That bittersweet feeling is ancient, deeply human, and, believe it or not, it echoes in the story of Moses and the Exodus. : Moses. MOSES! The guy who stood up to Pharaoh, who parted the Red Sea… he didn't get to walk into the Promised Land with the Israelites. It’s a gut punch. Shemot Rabbah, a collection of rabbinic interpretations of the Book of Exodus, sheds light on this poignant moment. It starts with the verse, “It was when Pharaoh let [the people] go…” (Exodus 13:17). In Hebrew, "it was" is vayhi. But the text doesn’t focus on Pharaoh. Instead, it asks: Who was actually saying “woe” at this moment? The answer might surprise you: Moses himself.
The Midrash, in Shemot Rabbah 20, uses a beautiful analogy to explain this. Imagine someone chosen as the groomsman for a king's daughter. This groomsman sees in the stars that he'll be the one to lead her out of her father’s house. He's instrumental in her leaving. But—and here’s the kicker—he also sees that he won’t be there to accompany her to the groom’s house, to her chuppah, the wedding canopy. He won't see her married.
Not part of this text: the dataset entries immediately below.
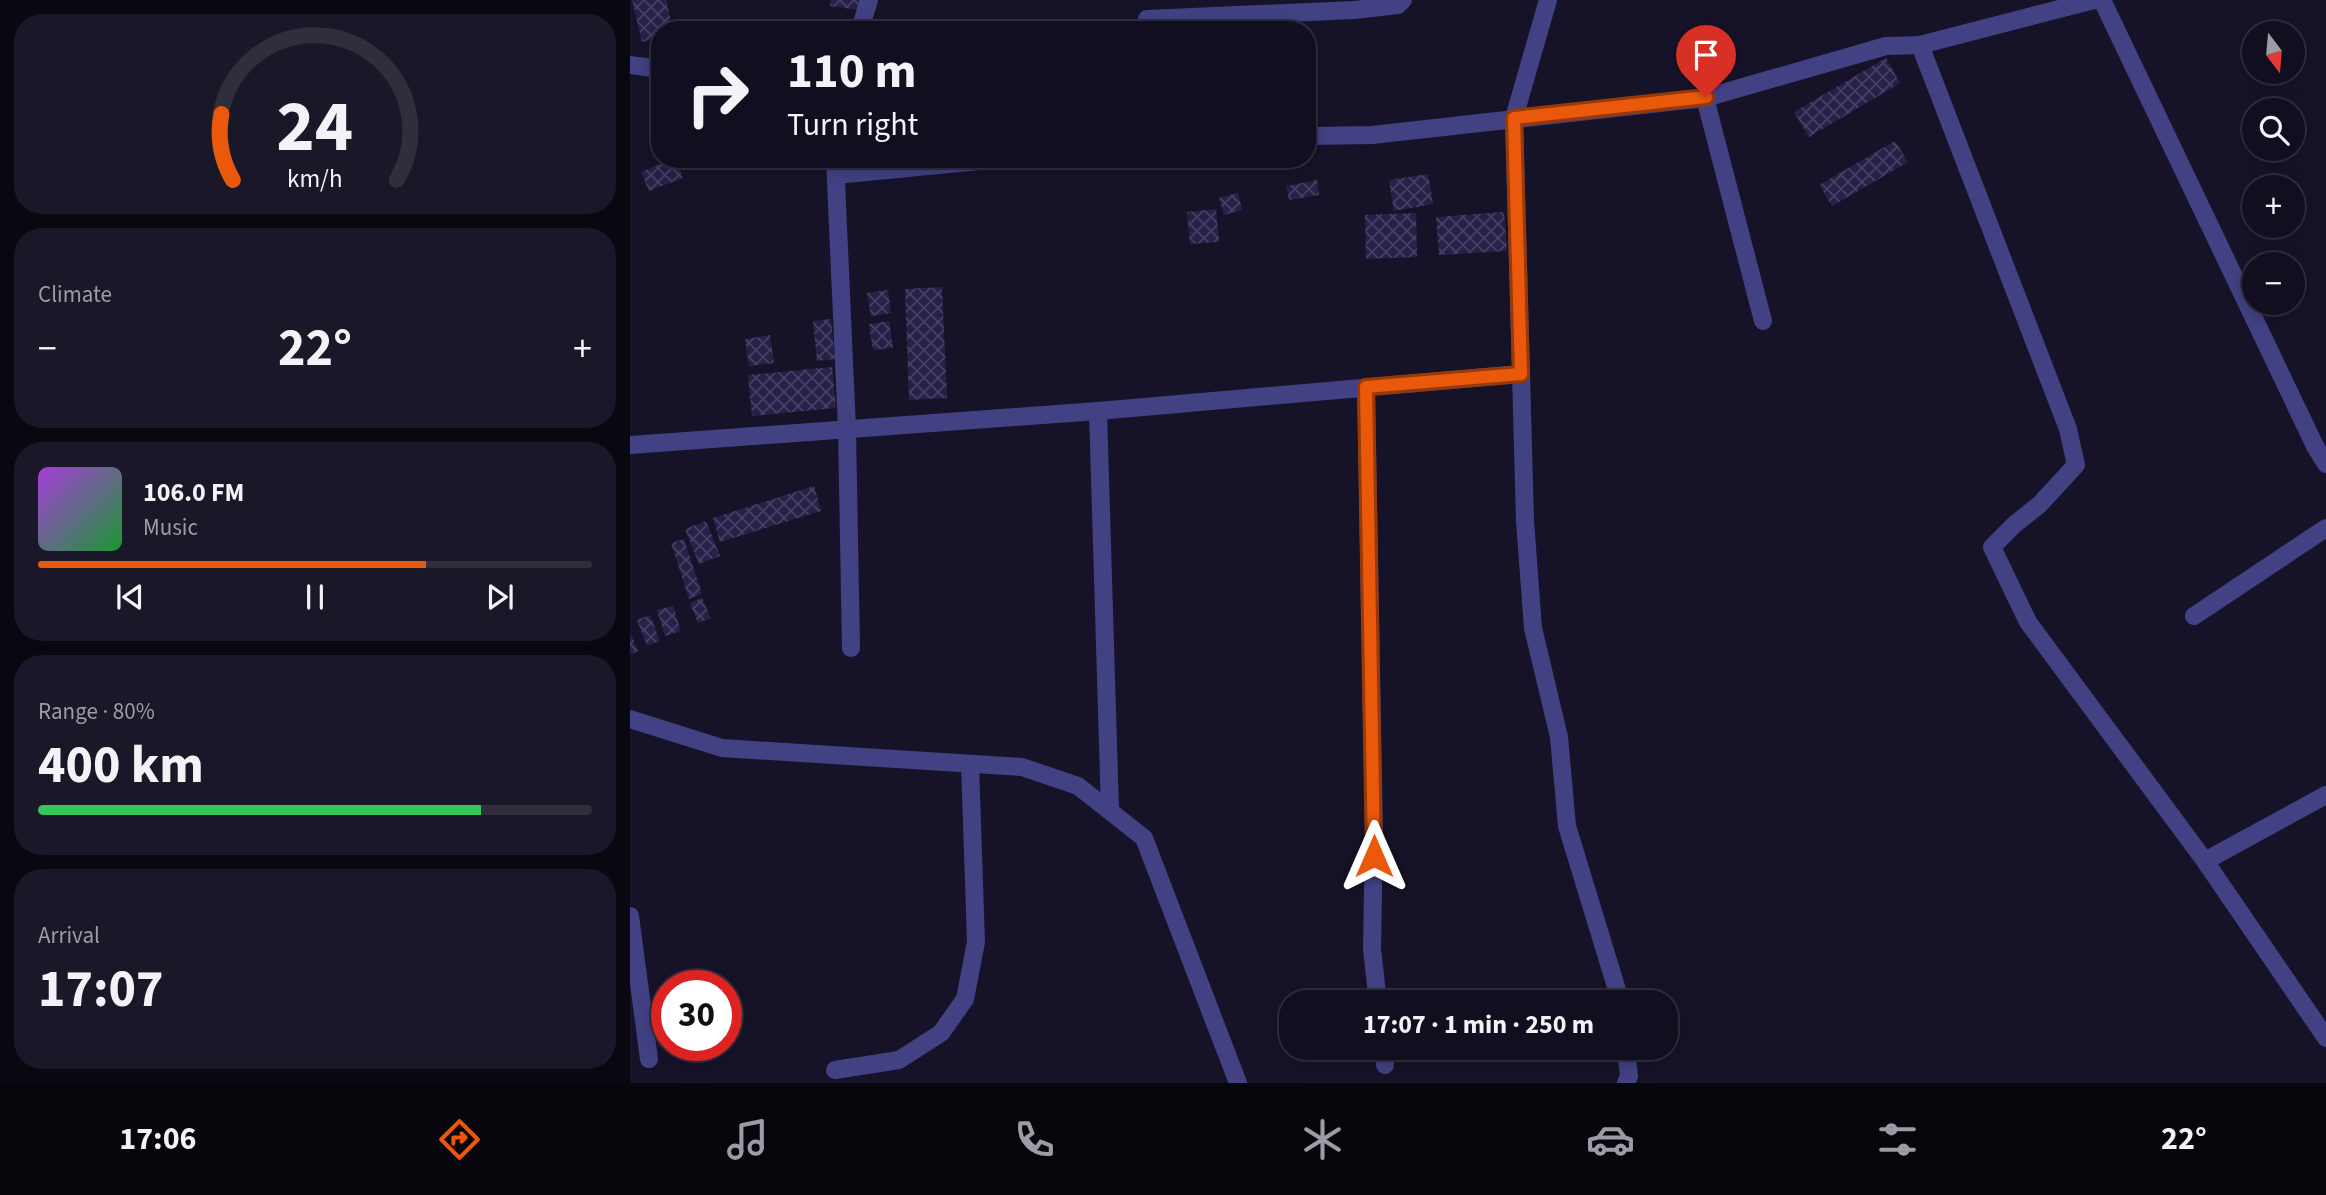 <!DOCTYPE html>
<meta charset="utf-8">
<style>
:root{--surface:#100e1f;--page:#191728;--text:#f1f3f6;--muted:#9c9ca4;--line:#302e3d;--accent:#ea580c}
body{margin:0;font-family:"Source Sans 3",sans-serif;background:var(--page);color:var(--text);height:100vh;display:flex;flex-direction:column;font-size:26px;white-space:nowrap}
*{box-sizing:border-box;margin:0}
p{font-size:23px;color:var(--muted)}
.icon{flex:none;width:38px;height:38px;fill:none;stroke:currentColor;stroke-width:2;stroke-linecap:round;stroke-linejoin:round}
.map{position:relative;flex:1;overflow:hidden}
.details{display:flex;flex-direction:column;gap:14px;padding:14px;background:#090811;width:630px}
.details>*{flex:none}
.guide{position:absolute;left:21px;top:21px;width:665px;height:147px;border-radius:28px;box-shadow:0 4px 18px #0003,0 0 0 2px var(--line);background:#100e1f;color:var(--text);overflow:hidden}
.needle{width:46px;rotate:164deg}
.buttons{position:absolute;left:1612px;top:21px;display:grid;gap:14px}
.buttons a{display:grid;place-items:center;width:63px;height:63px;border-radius:50%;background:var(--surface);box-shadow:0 4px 18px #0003,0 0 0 2px var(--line);font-size:35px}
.speed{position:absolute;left:21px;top:970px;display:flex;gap:14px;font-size:35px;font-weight:700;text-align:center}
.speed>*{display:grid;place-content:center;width:91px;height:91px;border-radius:50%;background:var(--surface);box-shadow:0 4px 18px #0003,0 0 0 2px var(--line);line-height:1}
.speed .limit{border:10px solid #d22;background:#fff;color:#111}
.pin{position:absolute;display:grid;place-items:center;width:60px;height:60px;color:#fff;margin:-72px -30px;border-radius:50% 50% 50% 0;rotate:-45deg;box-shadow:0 0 7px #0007}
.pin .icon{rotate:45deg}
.me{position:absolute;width:77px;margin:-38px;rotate:0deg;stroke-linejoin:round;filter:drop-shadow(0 0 5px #0008)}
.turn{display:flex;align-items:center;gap:24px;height:147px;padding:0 21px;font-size:32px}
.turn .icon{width:91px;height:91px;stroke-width:2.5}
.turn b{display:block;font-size:49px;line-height:60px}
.big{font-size:52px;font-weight:700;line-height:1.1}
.details .tile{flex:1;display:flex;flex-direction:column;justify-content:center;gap:10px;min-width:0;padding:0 24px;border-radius:28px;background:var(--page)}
.details .dial{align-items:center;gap:0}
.dial svg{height:182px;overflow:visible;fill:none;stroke:var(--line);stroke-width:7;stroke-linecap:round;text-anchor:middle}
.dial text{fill:var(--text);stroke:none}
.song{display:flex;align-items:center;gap:21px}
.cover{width:84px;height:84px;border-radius:10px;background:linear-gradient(135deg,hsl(280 70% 55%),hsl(130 70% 35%))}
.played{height:7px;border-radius:4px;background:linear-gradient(90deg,var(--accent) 70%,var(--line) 70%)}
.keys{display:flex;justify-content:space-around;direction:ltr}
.heat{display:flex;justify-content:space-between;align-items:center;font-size:38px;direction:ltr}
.charge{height:10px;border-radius:5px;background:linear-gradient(90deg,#34c759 80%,var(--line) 0)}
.trip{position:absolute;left:649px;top:990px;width:399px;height:70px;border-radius:28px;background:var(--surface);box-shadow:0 4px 18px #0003,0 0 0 2px var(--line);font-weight:700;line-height:70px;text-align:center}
.menu{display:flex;height:112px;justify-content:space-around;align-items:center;background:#06060c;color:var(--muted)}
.menu .icon{width:49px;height:49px}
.menu .selected{color:var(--accent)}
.menu b{font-size:32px;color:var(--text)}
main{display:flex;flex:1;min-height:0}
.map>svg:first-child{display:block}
</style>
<main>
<section class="details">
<div class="tile dial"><svg viewBox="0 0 100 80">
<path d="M14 69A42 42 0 1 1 86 69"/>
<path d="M14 69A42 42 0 0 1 9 40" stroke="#ea580c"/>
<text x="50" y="56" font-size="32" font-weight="700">24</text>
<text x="50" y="72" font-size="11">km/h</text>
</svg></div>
<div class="tile"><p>Climate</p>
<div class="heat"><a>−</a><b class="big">22°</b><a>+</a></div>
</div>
<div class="tile">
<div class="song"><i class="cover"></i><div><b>106.0 FM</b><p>Music</p></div></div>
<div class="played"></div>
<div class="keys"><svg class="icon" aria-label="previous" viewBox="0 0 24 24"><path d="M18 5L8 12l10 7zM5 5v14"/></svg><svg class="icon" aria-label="pause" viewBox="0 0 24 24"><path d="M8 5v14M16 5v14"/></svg><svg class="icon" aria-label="next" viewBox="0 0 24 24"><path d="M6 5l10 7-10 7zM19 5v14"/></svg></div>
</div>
<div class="tile"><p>Range · 80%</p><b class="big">400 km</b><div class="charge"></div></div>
<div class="tile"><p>Arrival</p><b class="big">17:07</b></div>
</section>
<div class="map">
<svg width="1696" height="1083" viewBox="0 0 1696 1083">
<defs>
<pattern id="building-cross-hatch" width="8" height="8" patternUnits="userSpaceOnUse" patternTransform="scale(1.75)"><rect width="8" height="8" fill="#272048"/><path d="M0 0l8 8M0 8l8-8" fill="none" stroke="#464063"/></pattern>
</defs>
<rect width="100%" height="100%" fill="#161329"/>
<!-- building -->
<g fill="url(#building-cross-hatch)">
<path d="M2,0H36L43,30H30V38L12,42Z"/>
<path d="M201,0H231L229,10L200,6Z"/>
<path d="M1256,58L1270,83L1179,137L1164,112Z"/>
<path d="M30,81V106L19,87Z"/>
<path d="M1265,141L1278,162L1202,206L1189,185Z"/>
<path d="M42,159H45L53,178L19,191L11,172Z"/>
<path d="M798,174L803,204L764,211L759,180Z"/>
<path d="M687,180L689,195L659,200L656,186Z"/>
<path d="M608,193L612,210L594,215L589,198Z"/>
<path d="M586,209L589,242L560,244L557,212Z"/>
<path d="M874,212L877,251L809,255L806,217Z"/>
<path d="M786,213L787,257L736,259L735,215Z"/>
<path d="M312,287L317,398L279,400L275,289Z"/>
<path d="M258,290L261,313L241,316L237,293Z"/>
<path d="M201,319L205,359L187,361L183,321Z"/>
<path d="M259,321L263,348L243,350L239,324Z"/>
<path d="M140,335L144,363L119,366L115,339Z"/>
<path d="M202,367L206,408L122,416L118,375Z"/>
<path d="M184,486L191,511L90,542L83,518Z"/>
<path d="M76,521L90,556L69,564L55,529Z"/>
<path d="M54,539L72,594L59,599L41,543Z"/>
<path d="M72,598L81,618L68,623L60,603Z"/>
<path d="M43,606L51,631L35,636L27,610Z"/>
<path d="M20,615L30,641L17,646L7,620Z"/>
<path d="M0,632L8,651L0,655Z"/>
</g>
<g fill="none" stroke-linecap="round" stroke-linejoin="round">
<!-- minor -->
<g stroke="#424184" stroke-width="18">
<path d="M918,0L884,118L895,521L903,628L929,737L937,826L991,1003"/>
<path d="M1472,0L1685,446L1696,464"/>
<path d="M517,19L724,10L768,5L773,0"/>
<path d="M230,30L239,0"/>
<path d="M1290,45L1438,429L1446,465L1409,505L1385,524L1362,547L1398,622L1575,861L1696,1038"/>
<path d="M0,65L30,69"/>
<path d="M1075,98L1133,321"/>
<path d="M677,136L742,135L1075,98L1256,46L1290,45L1464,0"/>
<path d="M205,159L217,429L221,648"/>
<path d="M206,175L370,159"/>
<path d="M736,387L744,833L742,949L748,1003"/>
<path d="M468,411L480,811"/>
<path d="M0,445L468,411L891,374"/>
<path d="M1564,616L1696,528"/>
<path d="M0,719L92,748L392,767L448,786L514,838L608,1083"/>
<path d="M1575,861L1696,795"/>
<path d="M0,916L19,1059"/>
<path d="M753,1048L755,1065"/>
<path d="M996,1048L999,1076L996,1083"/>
<path d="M205,1070L269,1060L311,1033L335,999L346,942L340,764"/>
</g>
</g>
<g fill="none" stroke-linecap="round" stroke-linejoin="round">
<!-- route casing -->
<g stroke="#983908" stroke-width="18">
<path id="route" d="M744,856L736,387L891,374L884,118L1076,97"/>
</g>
<!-- route -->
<use href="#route" stroke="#ea580c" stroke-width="12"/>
</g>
</svg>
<div class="buttons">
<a><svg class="needle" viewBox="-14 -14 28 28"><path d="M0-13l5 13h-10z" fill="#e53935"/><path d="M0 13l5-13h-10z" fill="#9c9ca4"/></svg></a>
<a><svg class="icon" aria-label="search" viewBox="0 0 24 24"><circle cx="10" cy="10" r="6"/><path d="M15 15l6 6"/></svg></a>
<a>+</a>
<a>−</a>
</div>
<div class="speed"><div class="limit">30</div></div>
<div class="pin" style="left:1076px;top:97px;background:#d93025"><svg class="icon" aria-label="arrive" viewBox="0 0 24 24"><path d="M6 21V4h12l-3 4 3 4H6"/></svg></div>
<svg class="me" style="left:744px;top:856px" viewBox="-20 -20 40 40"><path d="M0-17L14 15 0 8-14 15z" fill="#ea580c" stroke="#fff" stroke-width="4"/></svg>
<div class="trip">17:07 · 1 min · 250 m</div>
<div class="guide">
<div class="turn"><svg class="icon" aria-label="right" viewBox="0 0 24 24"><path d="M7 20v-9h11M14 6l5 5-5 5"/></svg><div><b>110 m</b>Turn right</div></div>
</div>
</div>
</main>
<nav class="menu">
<b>17:06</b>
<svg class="icon selected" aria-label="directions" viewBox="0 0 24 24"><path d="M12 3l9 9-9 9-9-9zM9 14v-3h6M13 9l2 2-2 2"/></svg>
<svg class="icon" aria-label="music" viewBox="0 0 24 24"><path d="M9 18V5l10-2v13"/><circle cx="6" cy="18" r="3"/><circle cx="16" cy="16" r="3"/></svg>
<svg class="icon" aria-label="phone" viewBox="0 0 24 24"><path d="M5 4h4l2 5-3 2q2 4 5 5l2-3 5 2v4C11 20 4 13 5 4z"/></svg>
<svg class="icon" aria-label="climate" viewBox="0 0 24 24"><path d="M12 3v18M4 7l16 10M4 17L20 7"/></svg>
<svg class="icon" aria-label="car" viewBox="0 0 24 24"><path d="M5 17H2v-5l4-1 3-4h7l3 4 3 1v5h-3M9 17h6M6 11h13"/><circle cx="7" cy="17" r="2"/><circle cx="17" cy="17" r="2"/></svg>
<svg class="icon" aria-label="filters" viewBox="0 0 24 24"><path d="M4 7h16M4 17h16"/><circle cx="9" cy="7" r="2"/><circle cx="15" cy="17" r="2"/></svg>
<b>22°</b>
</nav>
What does he do? He cries.
His friends are confused. “Why are you crying? You succeeded!”
And he explains, “I’m crying because I exerted myself to take her out, but I’m not coming with her to her wedding canopy.”
That, the Midrash suggests, is exactly how Moses felt. “I am crying because I exerted myself to take Israel out of Egypt, but I will not enter the Land with them.” That tiny word, vayhi, "it was," becomes a lament. A quiet acknowledgement of a dream realized for others, but denied to him.
It’s a powerful image, isn't it? We often focus on the grand victories, the miracles, the triumphant moments. But Shemot Rabbah reminds us to look at the cost, at the sacrifices made along the way. Moses, the ultimate leader, experiences a profound sense of loss, a bittersweet joy. He got them out of Egypt, but he wouldn't see them safely home.
This Midrash isn’t just about Moses, though. It’s about all of us. How often do we dedicate ourselves to a cause, a project, a relationship, knowing that we might not be there for the final celebration? How often do we pour our energy into something, only to have to let go before reaching the ultimate goal?
Maybe, just maybe, recognizing that shared human experience, that bittersweet vayhi, can give us a little comfort. Maybe it can even give us a deeper appreciation for the journey itself, even if we don't get to see the final destination.